Так и для Клинта: лошади были для него жизнью. Он любил их всем своим существом, дороже всего на свете для него был заполненный дичками кораль. Удовлетворение, которое он получал, когда видел, как какой-нибудь четырехлетка воспринимает его науку, значило для него во сто раз больше, чем хозяйское жалованье, и, бывало, объезжая смышленую молодую лошадку, он крепко привязывался к ней. Ему горько бывало расставаться с ней, когда приходило время сдавать всех полуобъезженных лошадей в другие руки для работы со скотом.
– Я вроде как бы женюсь на этих лошадках, – говаривал он, – и, уж конечно, неохота нам разлучаться, едва мы споемся. К счастью, – добавлял он, – пока таким вот манером обламываешь лошадей, в них как следует и не успеешь влюбиться.
Но Клинт постоянно влюблялся в своих лошадей, и, когда приезжали верховые и угоняли прочь укрощенных дичков, ему приходилось не сладко.
– Будет время, – сказал он однажды, – я встречу лошадь, с которой мы сойдемся всерьез, то-то пойдут у нас дела!
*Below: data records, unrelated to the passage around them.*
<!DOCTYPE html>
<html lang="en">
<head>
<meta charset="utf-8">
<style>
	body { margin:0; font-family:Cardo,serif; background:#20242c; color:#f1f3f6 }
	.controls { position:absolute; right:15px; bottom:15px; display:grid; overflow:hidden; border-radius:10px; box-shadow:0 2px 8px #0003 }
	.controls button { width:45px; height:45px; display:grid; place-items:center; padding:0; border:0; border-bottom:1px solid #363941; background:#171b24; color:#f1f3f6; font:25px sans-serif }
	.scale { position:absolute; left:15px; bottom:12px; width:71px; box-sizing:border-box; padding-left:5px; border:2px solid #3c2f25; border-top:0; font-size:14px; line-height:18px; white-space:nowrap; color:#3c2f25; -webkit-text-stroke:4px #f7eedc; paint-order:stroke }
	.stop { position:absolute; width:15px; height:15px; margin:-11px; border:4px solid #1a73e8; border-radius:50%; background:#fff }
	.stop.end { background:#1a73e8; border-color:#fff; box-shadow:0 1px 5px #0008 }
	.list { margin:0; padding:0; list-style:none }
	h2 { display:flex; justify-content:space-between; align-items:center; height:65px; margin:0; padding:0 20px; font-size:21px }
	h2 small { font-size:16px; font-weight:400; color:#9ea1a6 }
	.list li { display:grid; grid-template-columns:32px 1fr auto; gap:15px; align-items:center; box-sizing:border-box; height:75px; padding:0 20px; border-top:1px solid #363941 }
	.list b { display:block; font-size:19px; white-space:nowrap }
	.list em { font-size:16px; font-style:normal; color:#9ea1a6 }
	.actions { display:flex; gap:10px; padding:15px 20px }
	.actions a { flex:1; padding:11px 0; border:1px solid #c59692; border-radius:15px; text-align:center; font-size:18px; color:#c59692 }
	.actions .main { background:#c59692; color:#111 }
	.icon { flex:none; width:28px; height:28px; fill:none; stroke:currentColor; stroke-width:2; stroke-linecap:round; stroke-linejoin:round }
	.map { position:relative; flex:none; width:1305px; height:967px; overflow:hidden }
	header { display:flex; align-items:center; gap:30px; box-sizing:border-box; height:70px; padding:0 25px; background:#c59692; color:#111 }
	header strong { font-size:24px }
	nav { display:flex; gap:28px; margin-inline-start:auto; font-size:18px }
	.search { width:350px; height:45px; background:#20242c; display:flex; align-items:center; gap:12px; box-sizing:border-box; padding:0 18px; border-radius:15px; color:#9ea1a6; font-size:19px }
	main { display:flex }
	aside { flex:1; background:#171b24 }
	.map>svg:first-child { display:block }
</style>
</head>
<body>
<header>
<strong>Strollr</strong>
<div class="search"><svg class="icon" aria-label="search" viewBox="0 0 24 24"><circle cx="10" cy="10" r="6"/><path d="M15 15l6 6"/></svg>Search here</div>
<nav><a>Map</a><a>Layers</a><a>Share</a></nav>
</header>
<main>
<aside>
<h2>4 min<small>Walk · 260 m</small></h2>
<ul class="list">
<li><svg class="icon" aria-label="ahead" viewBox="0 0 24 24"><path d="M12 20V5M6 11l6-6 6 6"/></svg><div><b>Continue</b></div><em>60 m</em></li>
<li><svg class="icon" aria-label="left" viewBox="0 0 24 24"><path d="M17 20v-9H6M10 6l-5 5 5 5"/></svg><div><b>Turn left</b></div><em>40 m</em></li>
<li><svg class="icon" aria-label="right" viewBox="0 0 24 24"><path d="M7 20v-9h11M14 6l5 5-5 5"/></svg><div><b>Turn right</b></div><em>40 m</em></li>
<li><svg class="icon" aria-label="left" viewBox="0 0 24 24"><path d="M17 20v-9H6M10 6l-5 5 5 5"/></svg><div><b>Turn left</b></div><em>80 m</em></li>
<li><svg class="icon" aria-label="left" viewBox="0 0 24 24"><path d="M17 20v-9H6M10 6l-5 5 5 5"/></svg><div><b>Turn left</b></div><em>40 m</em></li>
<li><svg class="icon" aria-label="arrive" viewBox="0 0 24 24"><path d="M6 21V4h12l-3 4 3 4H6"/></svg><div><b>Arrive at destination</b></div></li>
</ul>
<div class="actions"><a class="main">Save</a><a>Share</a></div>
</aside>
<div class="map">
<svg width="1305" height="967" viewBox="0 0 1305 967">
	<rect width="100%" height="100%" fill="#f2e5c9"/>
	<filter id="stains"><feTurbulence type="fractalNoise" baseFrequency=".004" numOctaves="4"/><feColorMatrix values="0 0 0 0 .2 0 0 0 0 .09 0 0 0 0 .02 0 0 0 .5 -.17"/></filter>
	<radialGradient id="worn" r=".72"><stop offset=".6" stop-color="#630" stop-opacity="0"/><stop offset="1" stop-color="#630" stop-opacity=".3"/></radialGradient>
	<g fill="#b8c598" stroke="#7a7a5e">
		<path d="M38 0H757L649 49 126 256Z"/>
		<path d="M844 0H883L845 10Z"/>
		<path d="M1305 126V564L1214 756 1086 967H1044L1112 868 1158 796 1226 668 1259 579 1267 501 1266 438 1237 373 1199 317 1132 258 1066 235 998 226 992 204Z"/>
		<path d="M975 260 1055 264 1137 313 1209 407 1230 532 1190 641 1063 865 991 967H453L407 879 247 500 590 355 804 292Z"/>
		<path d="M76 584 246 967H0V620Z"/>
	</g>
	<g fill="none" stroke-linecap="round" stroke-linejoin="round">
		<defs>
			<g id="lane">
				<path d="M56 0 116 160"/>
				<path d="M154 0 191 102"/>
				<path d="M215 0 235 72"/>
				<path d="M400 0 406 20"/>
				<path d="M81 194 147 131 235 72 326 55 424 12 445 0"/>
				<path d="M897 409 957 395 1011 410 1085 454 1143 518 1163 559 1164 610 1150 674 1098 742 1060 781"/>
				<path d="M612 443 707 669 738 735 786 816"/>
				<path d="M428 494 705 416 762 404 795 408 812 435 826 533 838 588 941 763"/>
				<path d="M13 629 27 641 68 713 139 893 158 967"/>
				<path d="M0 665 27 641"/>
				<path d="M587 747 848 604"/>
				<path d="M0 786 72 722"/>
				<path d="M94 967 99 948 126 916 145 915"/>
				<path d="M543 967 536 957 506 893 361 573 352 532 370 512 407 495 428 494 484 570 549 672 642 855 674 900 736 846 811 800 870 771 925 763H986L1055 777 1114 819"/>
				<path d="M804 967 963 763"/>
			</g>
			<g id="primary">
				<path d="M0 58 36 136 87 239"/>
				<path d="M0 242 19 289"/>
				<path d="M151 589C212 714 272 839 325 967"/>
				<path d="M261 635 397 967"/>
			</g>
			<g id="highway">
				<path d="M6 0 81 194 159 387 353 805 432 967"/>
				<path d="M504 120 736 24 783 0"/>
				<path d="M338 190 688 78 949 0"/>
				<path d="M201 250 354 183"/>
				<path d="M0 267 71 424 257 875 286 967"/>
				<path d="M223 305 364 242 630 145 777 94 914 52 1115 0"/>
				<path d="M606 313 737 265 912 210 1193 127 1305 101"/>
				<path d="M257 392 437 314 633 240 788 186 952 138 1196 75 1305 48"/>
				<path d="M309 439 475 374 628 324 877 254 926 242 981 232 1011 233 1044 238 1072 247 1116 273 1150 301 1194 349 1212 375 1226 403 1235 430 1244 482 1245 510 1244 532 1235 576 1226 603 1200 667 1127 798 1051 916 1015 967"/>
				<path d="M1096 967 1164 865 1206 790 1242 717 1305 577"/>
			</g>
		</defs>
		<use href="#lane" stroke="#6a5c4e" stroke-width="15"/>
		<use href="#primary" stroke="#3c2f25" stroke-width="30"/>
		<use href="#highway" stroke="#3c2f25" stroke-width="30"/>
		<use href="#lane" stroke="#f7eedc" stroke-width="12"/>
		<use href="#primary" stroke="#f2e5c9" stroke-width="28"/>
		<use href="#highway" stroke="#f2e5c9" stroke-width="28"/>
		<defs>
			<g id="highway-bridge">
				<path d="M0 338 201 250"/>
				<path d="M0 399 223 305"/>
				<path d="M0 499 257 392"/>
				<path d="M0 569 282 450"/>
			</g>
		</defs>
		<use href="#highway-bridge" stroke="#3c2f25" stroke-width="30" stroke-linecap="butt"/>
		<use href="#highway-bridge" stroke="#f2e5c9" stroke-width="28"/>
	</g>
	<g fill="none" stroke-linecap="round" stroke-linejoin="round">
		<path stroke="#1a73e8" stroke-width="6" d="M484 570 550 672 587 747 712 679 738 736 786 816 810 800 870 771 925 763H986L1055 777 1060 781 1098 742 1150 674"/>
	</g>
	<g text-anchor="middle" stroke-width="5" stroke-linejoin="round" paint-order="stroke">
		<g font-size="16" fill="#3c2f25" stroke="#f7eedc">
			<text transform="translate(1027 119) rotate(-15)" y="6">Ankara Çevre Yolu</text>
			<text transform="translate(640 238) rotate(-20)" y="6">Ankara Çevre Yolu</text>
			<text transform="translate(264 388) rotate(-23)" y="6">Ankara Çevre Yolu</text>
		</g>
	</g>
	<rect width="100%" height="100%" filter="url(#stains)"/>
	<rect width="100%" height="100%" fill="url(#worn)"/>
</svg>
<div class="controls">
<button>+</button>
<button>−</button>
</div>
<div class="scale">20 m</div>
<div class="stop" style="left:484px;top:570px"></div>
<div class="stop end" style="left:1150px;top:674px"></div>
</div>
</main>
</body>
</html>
Клинт так привыкал к лошадям, что забывал, старался не думать о том, что они принадлежат не ему, а компании, что он – только наемные руки. Он часто повторял себе это, но от этого не меньше привязывался к лошадям, и теперь, наткнувшись на лошадь мышастой масти, почувствовал, что готов на все.
Едва он увидел дымчатого красавца, у него екнуло сердце, он понял: «То-то пойдут дела», когда верховые приедут за всеми полуобъезженными дичками… Клинт мечтал о такой лошади, но никогда и не чаял увидеть такую в яви. Эта лошадь взяла его за сердце, и, глядя на нее сквозь брусья кораля, он понял: это лошадь такого сорта, что он украдет ее, если не сможет купить, вырвет, если не сможет украсть.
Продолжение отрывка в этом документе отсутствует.